[Provided data Boundary: Start]

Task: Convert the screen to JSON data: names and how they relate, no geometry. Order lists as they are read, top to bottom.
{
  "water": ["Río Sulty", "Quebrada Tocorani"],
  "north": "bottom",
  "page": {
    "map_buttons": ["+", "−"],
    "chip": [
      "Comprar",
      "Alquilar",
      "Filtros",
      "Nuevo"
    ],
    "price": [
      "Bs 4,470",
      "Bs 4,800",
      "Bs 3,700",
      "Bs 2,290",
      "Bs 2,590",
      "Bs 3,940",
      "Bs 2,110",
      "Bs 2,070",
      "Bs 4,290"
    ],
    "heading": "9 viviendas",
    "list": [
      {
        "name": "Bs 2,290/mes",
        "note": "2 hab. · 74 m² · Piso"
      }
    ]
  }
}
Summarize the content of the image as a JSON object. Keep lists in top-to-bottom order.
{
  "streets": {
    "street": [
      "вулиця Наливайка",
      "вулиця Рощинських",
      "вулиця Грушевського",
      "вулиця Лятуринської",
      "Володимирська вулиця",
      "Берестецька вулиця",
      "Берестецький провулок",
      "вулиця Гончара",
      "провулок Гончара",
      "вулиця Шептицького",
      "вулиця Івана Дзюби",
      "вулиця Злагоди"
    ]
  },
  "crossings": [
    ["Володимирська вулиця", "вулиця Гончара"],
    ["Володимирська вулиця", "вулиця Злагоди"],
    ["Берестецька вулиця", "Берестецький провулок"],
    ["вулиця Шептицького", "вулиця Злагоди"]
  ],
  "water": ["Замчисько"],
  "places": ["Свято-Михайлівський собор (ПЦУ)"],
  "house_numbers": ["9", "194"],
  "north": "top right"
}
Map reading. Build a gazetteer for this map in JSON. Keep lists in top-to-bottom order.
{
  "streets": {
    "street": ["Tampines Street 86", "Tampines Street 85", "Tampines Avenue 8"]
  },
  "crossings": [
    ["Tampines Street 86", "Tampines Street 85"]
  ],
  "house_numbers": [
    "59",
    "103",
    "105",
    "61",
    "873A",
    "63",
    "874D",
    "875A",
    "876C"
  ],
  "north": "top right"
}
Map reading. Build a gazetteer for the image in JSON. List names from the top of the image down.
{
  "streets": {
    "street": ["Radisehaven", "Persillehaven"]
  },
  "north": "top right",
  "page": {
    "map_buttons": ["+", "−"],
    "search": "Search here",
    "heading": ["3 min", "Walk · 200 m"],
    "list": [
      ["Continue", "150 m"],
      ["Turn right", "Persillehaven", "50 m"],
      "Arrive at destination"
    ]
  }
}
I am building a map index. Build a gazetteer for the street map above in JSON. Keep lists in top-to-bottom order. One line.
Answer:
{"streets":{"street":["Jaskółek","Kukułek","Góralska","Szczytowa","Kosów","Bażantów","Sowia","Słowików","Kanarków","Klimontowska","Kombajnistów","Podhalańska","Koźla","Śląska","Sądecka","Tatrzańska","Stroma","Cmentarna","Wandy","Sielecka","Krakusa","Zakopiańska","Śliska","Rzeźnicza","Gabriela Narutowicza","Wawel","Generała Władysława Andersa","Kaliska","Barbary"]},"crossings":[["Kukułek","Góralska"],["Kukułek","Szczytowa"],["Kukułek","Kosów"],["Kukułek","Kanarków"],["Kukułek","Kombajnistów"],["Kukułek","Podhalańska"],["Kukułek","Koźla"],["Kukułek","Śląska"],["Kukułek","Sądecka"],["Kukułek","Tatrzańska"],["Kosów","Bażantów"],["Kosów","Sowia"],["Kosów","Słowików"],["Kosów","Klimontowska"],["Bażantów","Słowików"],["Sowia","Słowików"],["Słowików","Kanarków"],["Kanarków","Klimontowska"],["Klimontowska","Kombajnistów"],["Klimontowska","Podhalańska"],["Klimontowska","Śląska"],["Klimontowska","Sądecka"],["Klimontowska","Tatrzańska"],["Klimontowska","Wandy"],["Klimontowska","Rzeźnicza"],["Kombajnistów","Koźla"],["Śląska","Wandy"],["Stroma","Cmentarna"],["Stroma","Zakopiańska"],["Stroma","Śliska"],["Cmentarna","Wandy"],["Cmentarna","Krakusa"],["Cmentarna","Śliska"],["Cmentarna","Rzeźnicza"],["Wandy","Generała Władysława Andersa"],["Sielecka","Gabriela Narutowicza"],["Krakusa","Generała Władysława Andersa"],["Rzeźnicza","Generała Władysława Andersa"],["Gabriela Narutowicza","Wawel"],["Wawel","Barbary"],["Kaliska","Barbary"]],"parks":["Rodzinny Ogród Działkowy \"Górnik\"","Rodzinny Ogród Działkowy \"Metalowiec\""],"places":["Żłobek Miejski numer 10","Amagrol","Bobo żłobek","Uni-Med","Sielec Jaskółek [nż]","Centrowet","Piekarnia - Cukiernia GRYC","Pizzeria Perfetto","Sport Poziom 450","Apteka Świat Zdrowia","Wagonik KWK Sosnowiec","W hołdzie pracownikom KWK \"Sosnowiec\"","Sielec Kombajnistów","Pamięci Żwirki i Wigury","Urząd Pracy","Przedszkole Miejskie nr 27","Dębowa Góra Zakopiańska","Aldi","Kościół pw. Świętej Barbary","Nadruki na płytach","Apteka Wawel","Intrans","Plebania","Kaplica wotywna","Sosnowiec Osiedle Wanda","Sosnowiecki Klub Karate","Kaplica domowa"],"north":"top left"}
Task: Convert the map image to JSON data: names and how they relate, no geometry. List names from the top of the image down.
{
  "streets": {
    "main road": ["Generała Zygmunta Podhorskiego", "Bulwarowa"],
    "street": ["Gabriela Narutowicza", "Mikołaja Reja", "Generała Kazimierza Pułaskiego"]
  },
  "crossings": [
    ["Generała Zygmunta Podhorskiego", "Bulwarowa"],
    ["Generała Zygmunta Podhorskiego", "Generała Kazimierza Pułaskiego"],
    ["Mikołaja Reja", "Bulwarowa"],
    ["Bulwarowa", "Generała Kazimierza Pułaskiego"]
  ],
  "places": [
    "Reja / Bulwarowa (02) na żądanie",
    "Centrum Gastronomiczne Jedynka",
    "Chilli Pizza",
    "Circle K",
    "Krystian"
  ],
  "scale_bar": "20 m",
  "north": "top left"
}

[Provided data Boundary: End]

=== The task ===
Reproduce the data verbatim, line for line.

=== Answer ===
Task: Convert the screen to JSON data: names and how they relate, no geometry. Order lists as they are read, top to bottom.
{
  "water": ["Río Sulty", "Quebrada Tocorani"],
  "north": "bottom",
  "page": {
    "map_buttons": ["+", "−"],
    "chip": [
      "Comprar",
      "Alquilar",
      "Filtros",
      "Nuevo"
    ],
    "price": [
      "Bs 4,470",
      "Bs 4,800",
      "Bs 3,700",
      "Bs 2,290",
      "Bs 2,590",
      "Bs 3,940",
      "Bs 2,110",
      "Bs 2,070",
      "Bs 4,290"
    ],
    "heading": "9 viviendas",
    "list": [
      {
        "name": "Bs 2,290/mes",
        "note": "2 hab. · 74 m² · Piso"
      }
    ]
  }
}
Summarize the content of the image as a JSON object. Keep lists in top-to-bottom order.
{
  "streets": {
    "street": [
      "вулиця Наливайка",
      "вулиця Рощинських",
      "вулиця Грушевського",
      "вулиця Лятуринської",
      "Володимирська вулиця",
      "Берестецька вулиця",
      "Берестецький провулок",
      "вулиця Гончара",
      "провулок Гончара",
      "вулиця Шептицького",
      "вулиця Івана Дзюби",
      "вулиця Злагоди"
    ]
  },
  "crossings": [
    ["Володимирська вулиця", "вулиця Гончара"],
    ["Володимирська вулиця", "вулиця Злагоди"],
    ["Берестецька вулиця", "Берестецький провулок"],
    ["вулиця Шептицького", "вулиця Злагоди"]
  ],
  "water": ["Замчисько"],
  "places": ["Свято-Михайлівський собор (ПЦУ)"],
  "house_numbers": ["9", "194"],
  "north": "top right"
}
Map reading. Build a gazetteer for this map in JSON. Keep lists in top-to-bottom order.
{
  "streets": {
    "street": ["Tampines Street 86", "Tampines Street 85", "Tampines Avenue 8"]
  },
  "crossings": [
    ["Tampines Street 86", "Tampines Street 85"]
  ],
  "house_numbers": [
    "59",
    "103",
    "105",
    "61",
    "873A",
    "63",
    "874D",
    "875A",
    "876C"
  ],
  "north": "top right"
}
Map reading. Build a gazetteer for the image in JSON. List names from the top of the image down.
{
  "streets": {
    "street": ["Radisehaven", "Persillehaven"]
  },
  "north": "top right",
  "page": {
    "map_buttons": ["+", "−"],
    "search": "Search here",
    "heading": ["3 min", "Walk · 200 m"],
    "list": [
      ["Continue", "150 m"],
      ["Turn right", "Persillehaven", "50 m"],
      "Arrive at destination"
    ]
  }
}
I am building a map index. Build a gazetteer for the street map above in JSON. Keep lists in top-to-bottom order. One line.
Answer:
{"streets":{"street":["Jaskółek","Kukułek","Góralska","Szczytowa","Kosów","Bażantów","Sowia","Słowików","Kanarków","Klimontowska","Kombajnistów","Podhalańska","Koźla","Śląska","Sądecka","Tatrzańska","Stroma","Cmentarna","Wandy","Sielecka","Krakusa","Zakopiańska","Śliska","Rzeźnicza","Gabriela Narutowicza","Wawel","Generała Władysława Andersa","Kaliska","Barbary"]},"crossings":[["Kukułek","Góralska"],["Kukułek","Szczytowa"],["Kukułek","Kosów"],["Kukułek","Kanarków"],["Kukułek","Kombajnistów"],["Kukułek","Podhalańska"],["Kukułek","Koźla"],["Kukułek","Śląska"],["Kukułek","Sądecka"],["Kukułek","Tatrzańska"],["Kosów","Bażantów"],["Kosów","Sowia"],["Kosów","Słowików"],["Kosów","Klimontowska"],["Bażantów","Słowików"],["Sowia","Słowików"],["Słowików","Kanarków"],["Kanarków","Klimontowska"],["Klimontowska","Kombajnistów"],["Klimontowska","Podhalańska"],["Klimontowska","Śląska"],["Klimontowska","Sądecka"],["Klimontowska","Tatrzańska"],["Klimontowska","Wandy"],["Klimontowska","Rzeźnicza"],["Kombajnistów","Koźla"],["Śląska","Wandy"],["Stroma","Cmentarna"],["Stroma","Zakopiańska"],["Stroma","Śliska"],["Cmentarna","Wandy"],["Cmentarna","Krakusa"],["Cmentarna","Śliska"],["Cmentarna","Rzeźnicza"],["Wandy","Generała Władysława Andersa"],["Sielecka","Gabriela Narutowicza"],["Krakusa","Generała Władysława Andersa"],["Rzeźnicza","Generała Władysława Andersa"],["Gabriela Narutowicza","Wawel"],["Wawel","Barbary"],["Kaliska","Barbary"]],"parks":["Rodzinny Ogród Działkowy \"Górnik\"","Rodzinny Ogród Działkowy \"Metalowiec\""],"places":["Żłobek Miejski numer 10","Amagrol","Bobo żłobek","Uni-Med","Sielec Jaskółek [nż]","Centrowet","Piekarnia - Cukiernia GRYC","Pizzeria Perfetto","Sport Poziom 450","Apteka Świat Zdrowia","Wagonik KWK Sosnowiec","W hołdzie pracownikom KWK \"Sosnowiec\"","Sielec Kombajnistów","Pamięci Żwirki i Wigury","Urząd Pracy","Przedszkole Miejskie nr 27","Dębowa Góra Zakopiańska","Aldi","Kościół pw. Świętej Barbary","Nadruki na płytach","Apteka Wawel","Intrans","Plebania","Kaplica wotywna","Sosnowiec Osiedle Wanda","Sosnowiecki Klub Karate","Kaplica domowa"],"north":"top left"}
Task: Convert the map image to JSON data: names and how they relate, no geometry. List names from the top of the image down.
{
  "streets": {
    "main road": ["Generała Zygmunta Podhorskiego", "Bulwarowa"],
    "street": ["Gabriela Narutowicza", "Mikołaja Reja", "Generała Kazimierza Pułaskiego"]
  },
  "crossings": [
    ["Generała Zygmunta Podhorskiego", "Bulwarowa"],
    ["Generała Zygmunta Podhorskiego", "Generała Kazimierza Pułaskiego"],
    ["Mikołaja Reja", "Bulwarowa"],
    ["Bulwarowa", "Generała Kazimierza Pułaskiego"]
  ],
  "places": [
    "Reja / Bulwarowa (02) na żądanie",
    "Centrum Gastronomiczne Jedynka",
    "Chilli Pizza",
    "Circle K",
    "Krystian"
  ],
  "scale_bar": "20 m",
  "north": "top left"
}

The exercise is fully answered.